To date, we’ve made public working versions of three such artifacts. It’s still work in progress, but I think they are already quite interesting to play with. The earliest artifact we’ve built out so far is Elizabeth Palmer Peabody’s 1850 Polish-American System of Chronology. Peabody was an important American educator and a member of the transcendentalist movement in the US. In this work, she adapted a mnemonic system popular in Europe, originally Poland, since the 1820s. The Polish-American system teaches students to memorize historical names and dates using a visual grid filled with colors, looking a bit like a psychedelic punch card. It’s an interesting mashup of ideas about reference and memory. Our second artifact, James Ludlow’s 1885 Concentric Chart of History, shows how paper artifacts could be dynamically interactive. His chart is a fan of minutely printed cards rotating around a pin. It’s a masterpiece of data compression and interactive design. Part of what’s telling about this one is how insufficient the digital version feels. Ours has a good look and feel, but it’s nowhere near as intuitive, quick, or satisfying as the paper original. We’re interested in why that’s the case. Finally, we have a version of Mark Twain’s Memory Builder, a chronology game designed and marketed by the American writer in the 1880s and 90s. Twain was fascinated by the subject of history and by the problem of memory and mnemonic systems. These concerns come together in his trivia game. In some ways, Twain’s game board reminds us of Peabody’s grid, but here something else is going on, which has to do with play, a subject in which the humorist was an expert. Twain’s game, however, is challenging for modern users: as a person educated in nineteenth-century schools, Twain had memorized many historical dates. We don’t do that so much anymore, and so Twain’s game is difficult—again, in historically interesting and telling ways.
So, those were our first experiments. We’re now working on a very robust module based on the famous 1765 Chart of Biography and 1769 New Chart of History by the great eighteenth-century scientist and theologian, Joseph Priestley. In our book, Cartographies of Time (2010), Anthony Grafton and I make the case that these charts were among the key works in establishing our modern visual vocabulary for infographics.
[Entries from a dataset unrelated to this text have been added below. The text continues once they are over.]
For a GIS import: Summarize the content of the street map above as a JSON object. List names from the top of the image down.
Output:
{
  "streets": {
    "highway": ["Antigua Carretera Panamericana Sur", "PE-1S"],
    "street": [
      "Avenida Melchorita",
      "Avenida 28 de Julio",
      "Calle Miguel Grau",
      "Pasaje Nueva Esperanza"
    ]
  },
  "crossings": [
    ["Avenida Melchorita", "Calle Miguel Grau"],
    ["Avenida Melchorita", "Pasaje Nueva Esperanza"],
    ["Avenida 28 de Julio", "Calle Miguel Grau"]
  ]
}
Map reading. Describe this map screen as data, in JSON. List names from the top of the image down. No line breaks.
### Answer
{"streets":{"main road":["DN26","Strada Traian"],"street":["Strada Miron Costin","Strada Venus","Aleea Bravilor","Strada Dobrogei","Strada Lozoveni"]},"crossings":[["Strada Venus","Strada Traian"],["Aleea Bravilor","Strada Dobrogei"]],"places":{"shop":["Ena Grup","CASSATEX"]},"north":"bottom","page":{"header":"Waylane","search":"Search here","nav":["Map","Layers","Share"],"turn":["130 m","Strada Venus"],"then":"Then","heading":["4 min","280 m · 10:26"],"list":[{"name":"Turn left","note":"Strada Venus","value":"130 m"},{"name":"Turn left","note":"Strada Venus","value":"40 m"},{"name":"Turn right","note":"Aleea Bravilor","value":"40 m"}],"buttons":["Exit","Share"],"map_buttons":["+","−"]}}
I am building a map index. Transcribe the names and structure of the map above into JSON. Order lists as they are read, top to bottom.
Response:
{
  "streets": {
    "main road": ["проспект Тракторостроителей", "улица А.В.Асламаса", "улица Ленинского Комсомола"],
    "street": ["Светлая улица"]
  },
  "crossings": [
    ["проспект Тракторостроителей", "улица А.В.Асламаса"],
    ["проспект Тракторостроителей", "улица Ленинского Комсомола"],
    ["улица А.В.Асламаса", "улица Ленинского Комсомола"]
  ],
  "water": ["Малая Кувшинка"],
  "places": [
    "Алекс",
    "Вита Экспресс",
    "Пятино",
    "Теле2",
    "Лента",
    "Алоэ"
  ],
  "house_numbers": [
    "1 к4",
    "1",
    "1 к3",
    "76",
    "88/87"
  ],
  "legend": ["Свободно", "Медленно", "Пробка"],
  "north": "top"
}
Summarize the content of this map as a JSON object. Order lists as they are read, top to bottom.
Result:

In TimeOnline, we’ve taken them apart and put them together again, and we think we’ve got both a compelling historical exploration and a piece of data visualization relevant today. Users will be able to use the charts the way Priestley intended, as tools to examine chronological relationships among historical actors and thinkers as well as nations and empires. Users will also be able to learn a lot about the dynamics and presuppositions of eighteenth-century historical thought. When this work is done, we plan to publish it in the Stanford University Press digital projects series.